Mike Liccione is one of the great champions of that line of reasoning. The counter which I always raised was that it boiled down to an acceptance that Rome is in fact THE CHURCH and that we are wrong. That is of course a nonstarter since both East and West independently affirm that they are the One True Church. From an Orthodox perspective therefore it is not possible for the Roman Catholic Church to make true dogmatic definitions.

However Mike is correct on an important point which does lend some small hope. Since Orthodoxy for whatever reasons (I would opine there are many) has not held an oecumenical council since 880 AD, and therefore has not formally condemned the Latin innovations, they could be treated as theologumen. Granted, I think there is far greater unanimity among the Orthodox hierarchs and the lay faithful that many Western doctrines are heretical, than there is support for some of them among the Roman Catholic faithful. But it still boils down to theologumen on our side. But if you remove Rome’s carved in stone claim that those doctrines are infallible truths binding on all of the faithful, then we may move back to square one.
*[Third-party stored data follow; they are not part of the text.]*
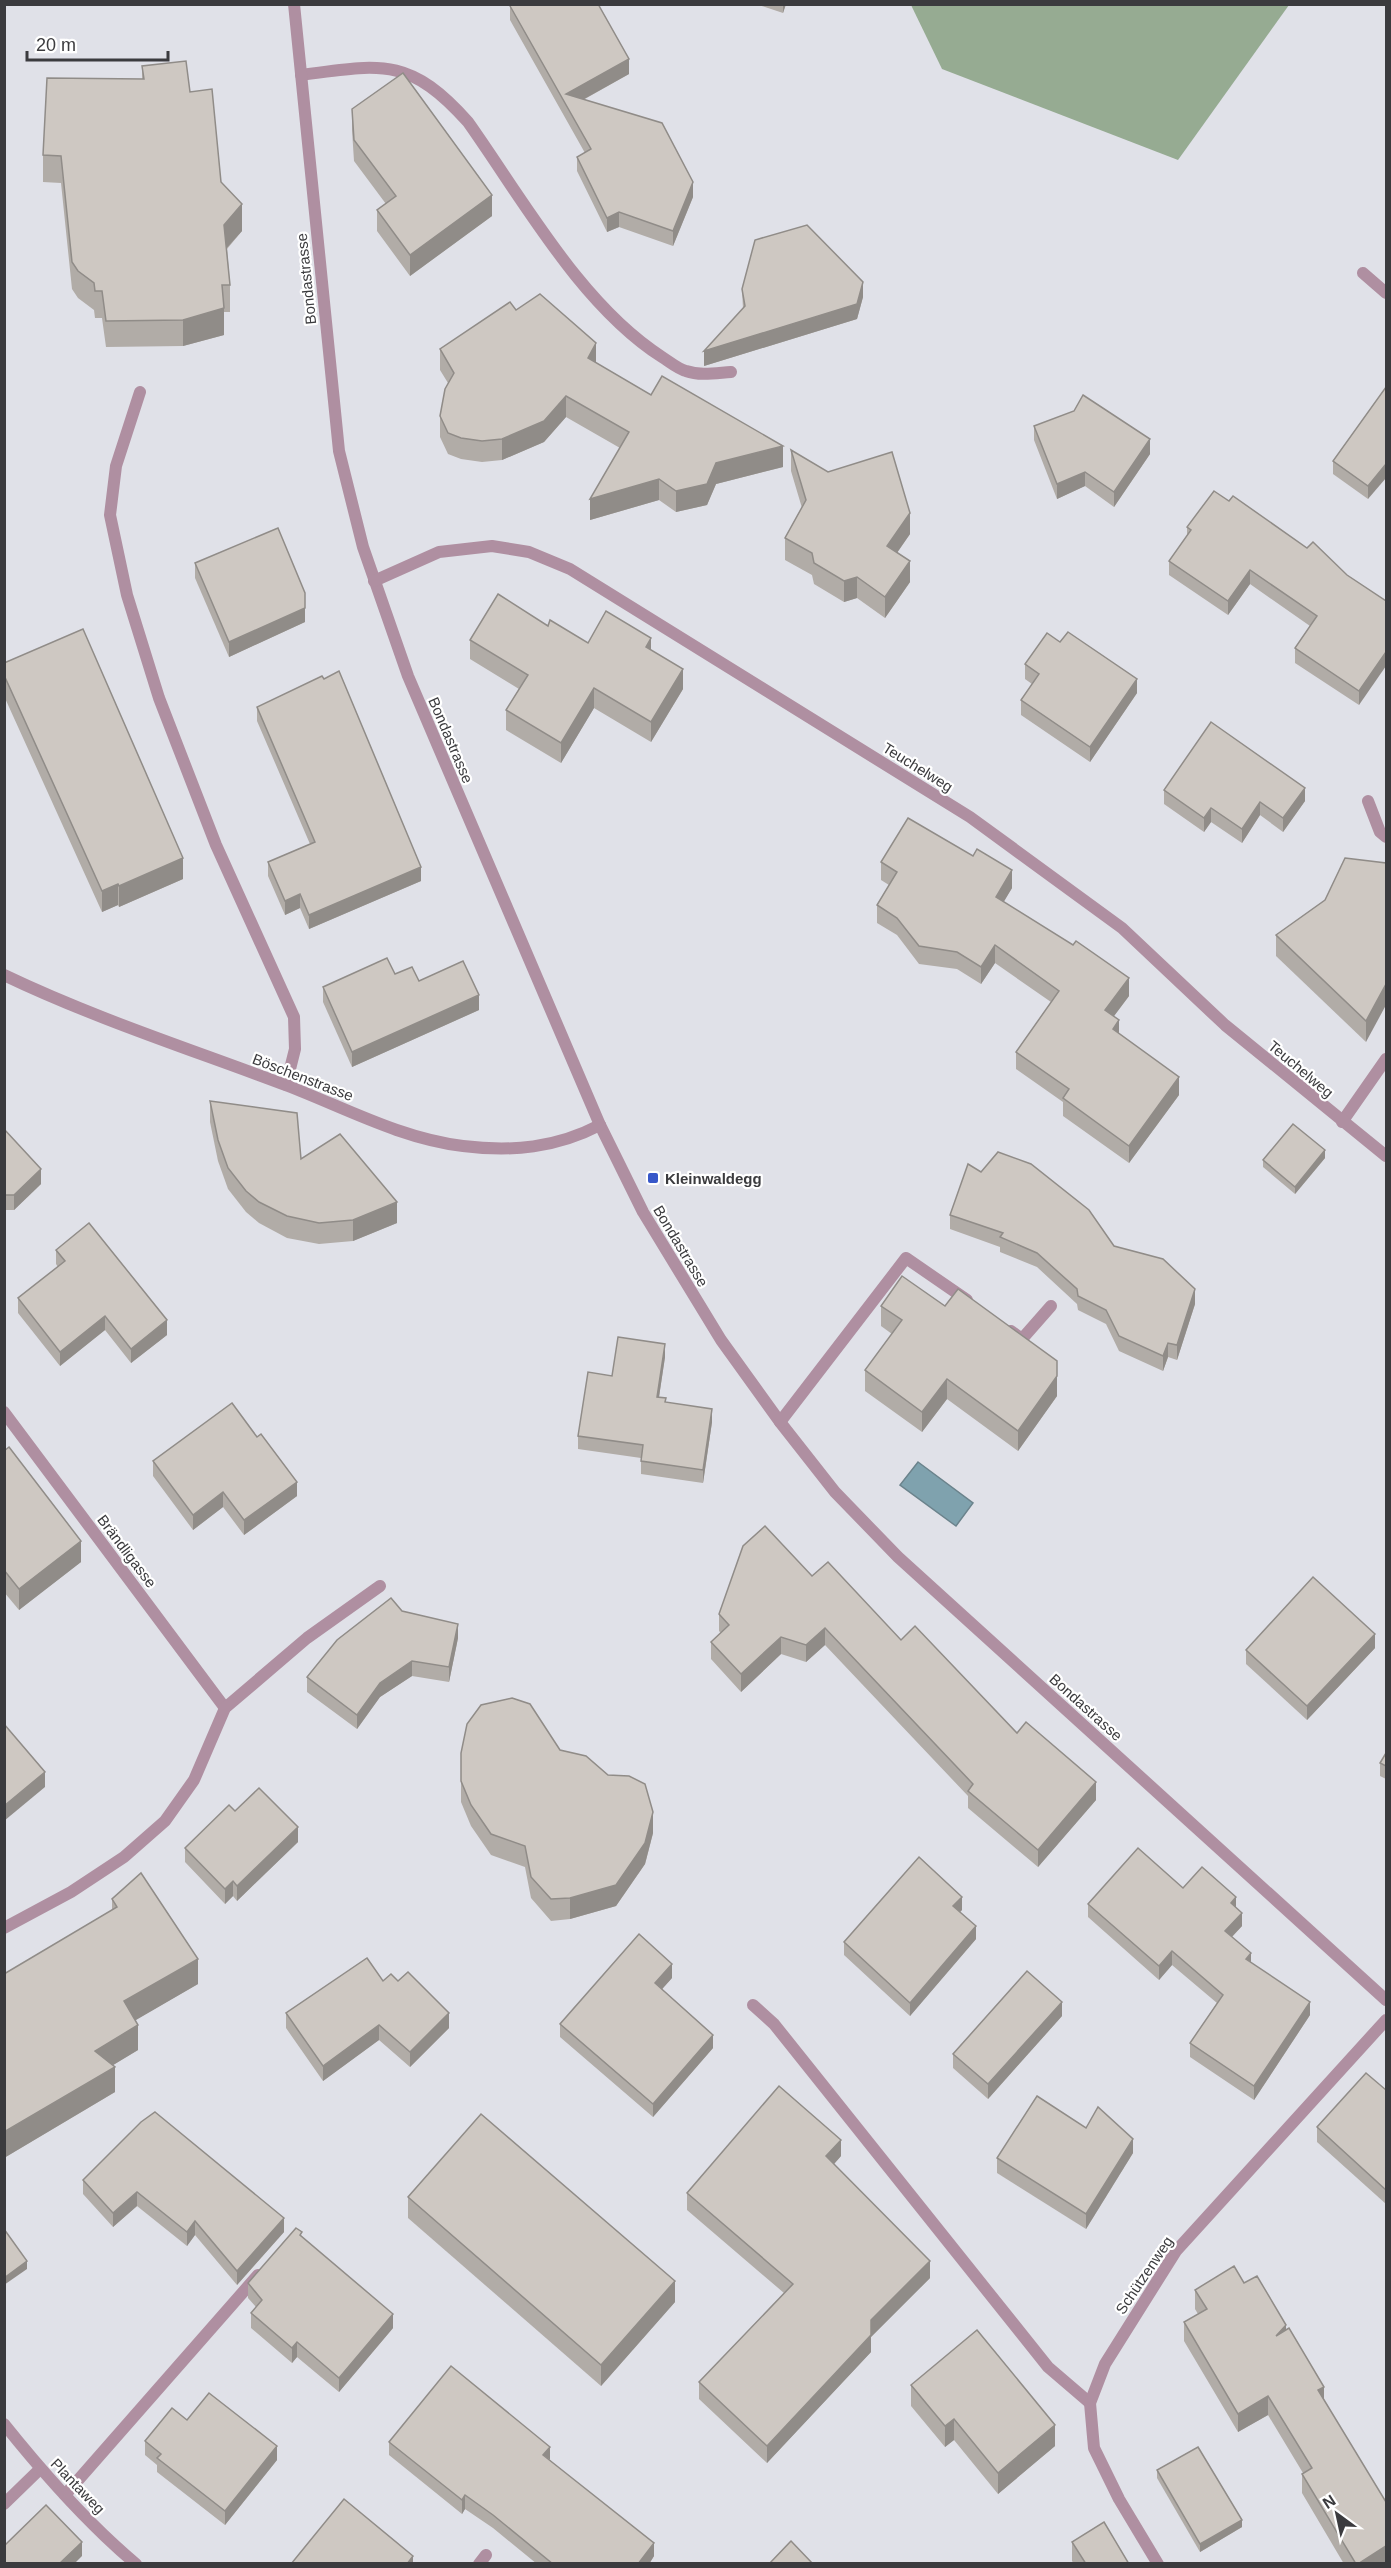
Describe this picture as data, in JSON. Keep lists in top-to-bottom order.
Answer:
{
  "streets": {
    "street": [
      "Bondastrasse",
      "Teuchelweg",
      "Böschenstrasse",
      "Brändligasse",
      "Schützenweg",
      "Plantaweg"
    ]
  },
  "crossings": [
    ["Bondastrasse", "Teuchelweg"],
    ["Bondastrasse", "Böschenstrasse"]
  ],
  "places": {
    "transit": ["Kleinwaldegg"]
  },
  "scale_bar": "20 m",
  "north": "top left"
}
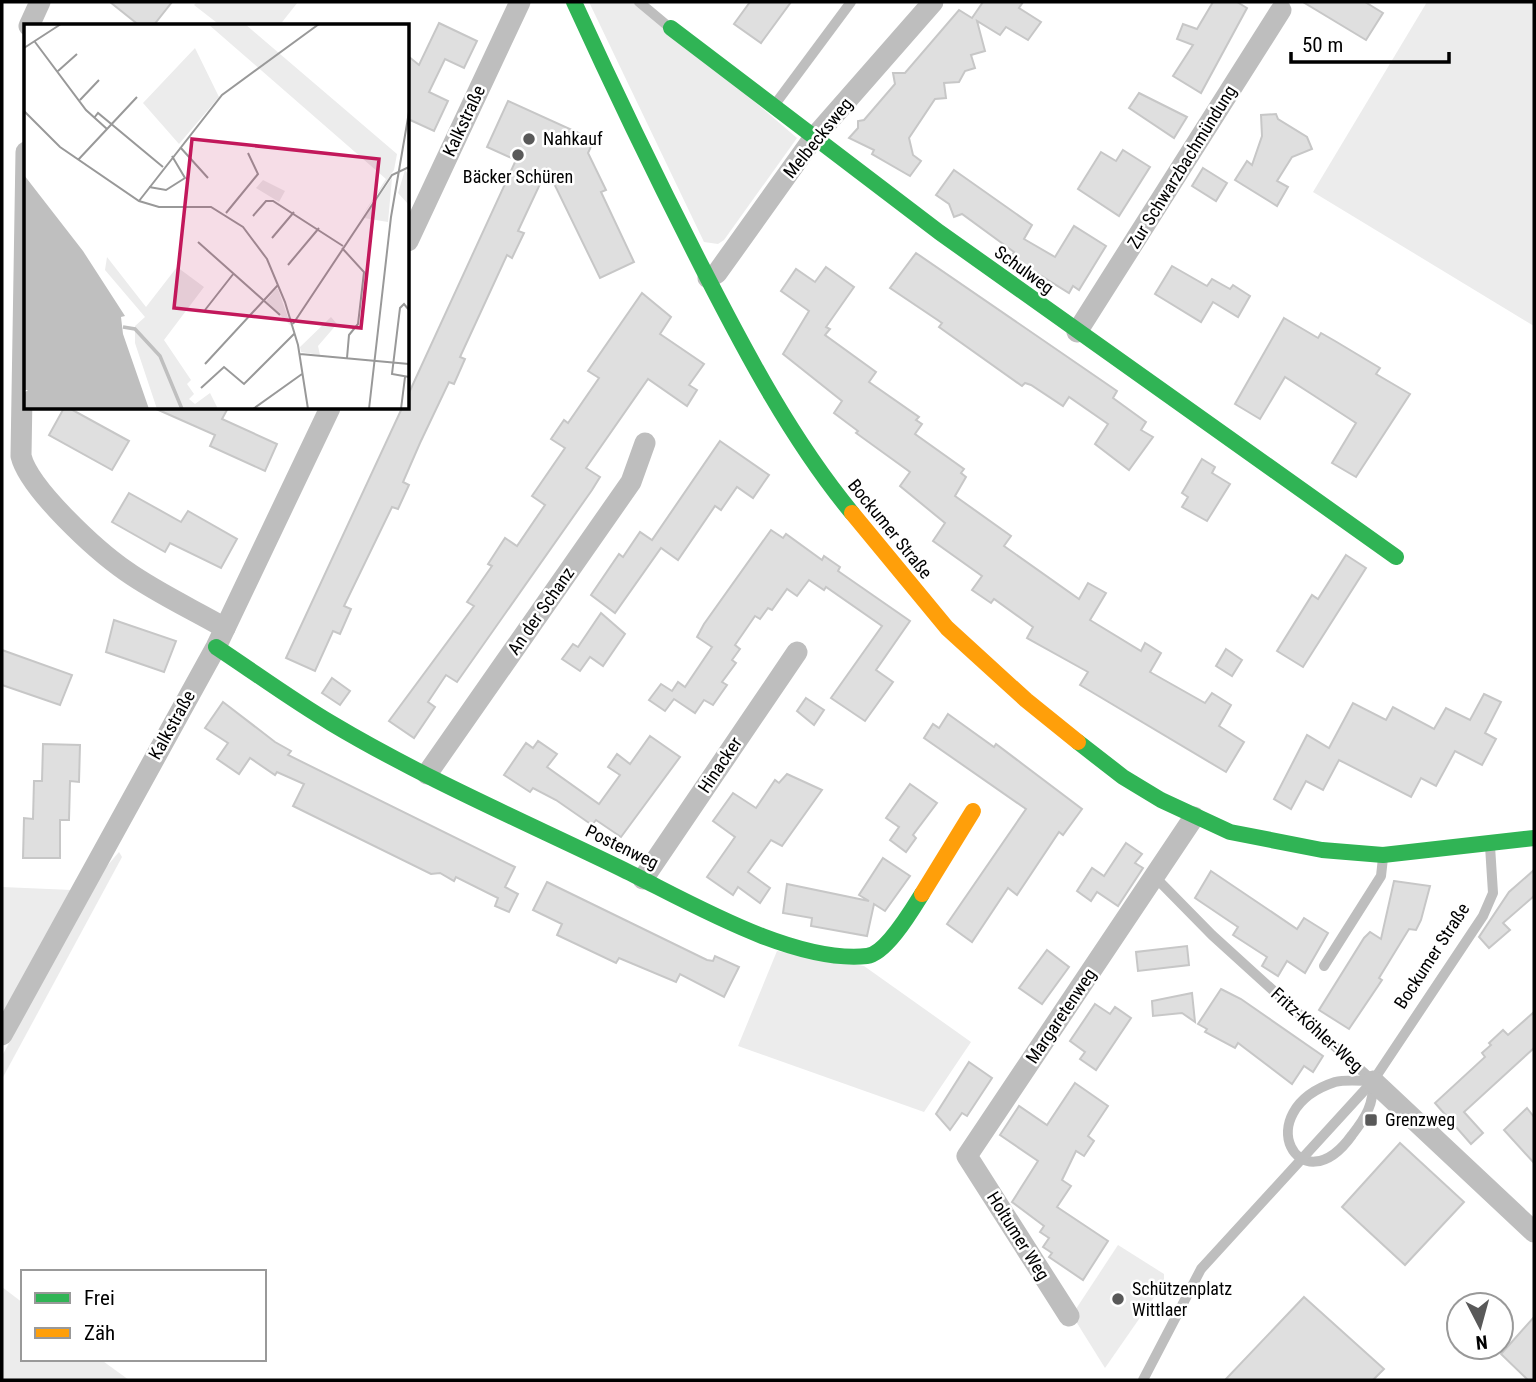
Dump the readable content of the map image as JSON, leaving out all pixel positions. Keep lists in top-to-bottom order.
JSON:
{
  "streets": {
    "street": [
      "Kalkstraße",
      "Melbecksweg",
      "Zur Schwarzbachmündung",
      "Schulweg",
      "Bockumer Straße",
      "An der Schanz",
      "Hinacker",
      "Postenweg",
      "Margaretenweg",
      "Fritz-Köhler-Weg",
      "Holtumer Weg"
    ]
  },
  "crossings": [
    ["Kalkstraße", "Postenweg"],
    ["Melbecksweg", "Schulweg"],
    ["Melbecksweg", "Bockumer Straße"],
    ["Zur Schwarzbachmündung", "Schulweg"],
    ["Bockumer Straße", "Fritz-Köhler-Weg"],
    ["An der Schanz", "Postenweg"],
    ["Hinacker", "Postenweg"],
    ["Margaretenweg", "Fritz-Köhler-Weg"],
    ["Margaretenweg", "Holtumer Weg"]
  ],
  "places": {
    "other": ["Nahkauf", "Bäcker Schüren", "Schützenplatz Wittlaer"],
    "transit": ["Grenzweg"]
  },
  "legend": ["Frei", "Zäh"],
  "scale_bar": "50 m",
  "north": "bottom"
}
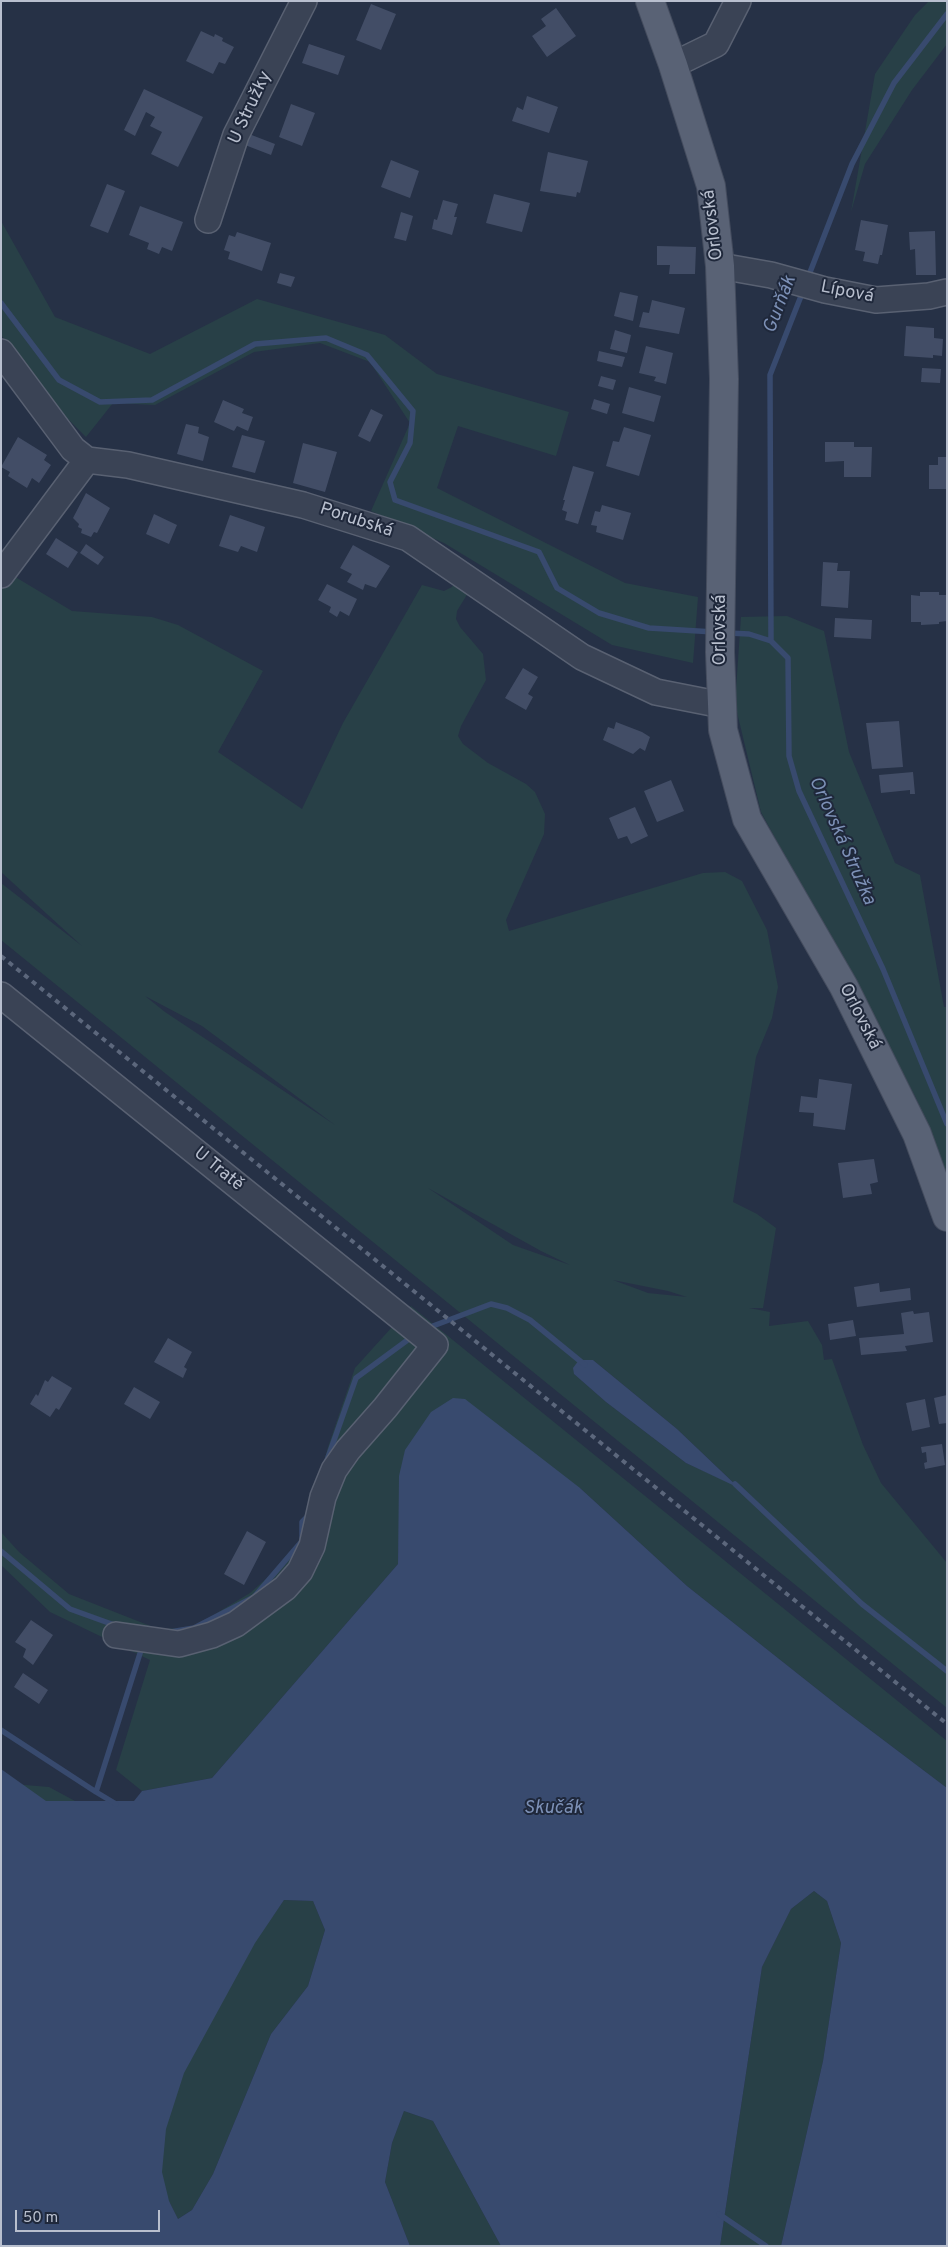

This would not of course end the schism or restore communion. But it would have the effect of saying both sides have strongly held contrary OPINIONS of great import that need to be resolved. On that basis it might be possible to convene a Great Council of The Church to begin the process of sorting things out and resolving them one at time.

By no means is this any guarantee that we would succeed. Florence failed. But I think it is quite probably the only way true and lasting communion could ever be restored. Also I think this would not be something that could be resolved in a year or two. I am thinking decades on the conservative side, but more likely centuries. The mere act of sitting in the same room with the Pope at what might eventually claim to be an ecumenical council would spark schisms within Orthodoxy, and very probably among Roman Catholic traditionalists as also liberal Catholics who would understand the mortal threat to their dreams posed by the prospect of restored communion between Rome and Orthodoxy. And then there is the fact that Ecumenical Councils don’t just happen and get rubber stamped in Orthodoxy. They take years and sometimes centuries to gain acceptance.

Now if you think getting the Orthodox to agree to anything like this is going to be hard then just consider the idea of Rome entertaining, even for a millisecond, the idea that there has not been a true and binding ecumenical council in well over a thousand years. If you like those odds, I have some Enron Stock I would like to sell you at the bargain price of $100.00 per share. Saying that this would be messy and downright ugly would be the understatement of the year. The bottom line is that this is one of the most unlikely ideas ever floated. But I also think it might be the only way that will really work. I do not see communion ever being restored without a Great Council.

Rome claims two very key things. First that all of the Latin dogmas proclaimed post 1054 are correct, and secondly that the Orthodox Churches are true and particular churches that are a part of the One True Church, if imperfectly. In support of this they note (repeatedly) that we have never formally anathematized those doctrines. Assuming for the sake of discussion those two claims are correct then Rome should have nothing to fear from putting it all on the table. Let a true Great Council of The Church be convened and hammer it all out. The worst that happens is it fails and we are back to where we stand today (with a few dozen more schisms on the side). That might indeed be the result. I suspect it is quite likely. The odds against agreement are staggering. But maybe, just maybe, we would see a miracle. I think the possibility of living to see a concelebrated liturgy with all of the Orthodox Patriarchs and the Pope of Rome is worth the risk. But it really comes down to this; how confident is Rome of its position? Are they willing or even able to take such a leap? What say my Roman brothers and sisters, is restored communion worth such a risk?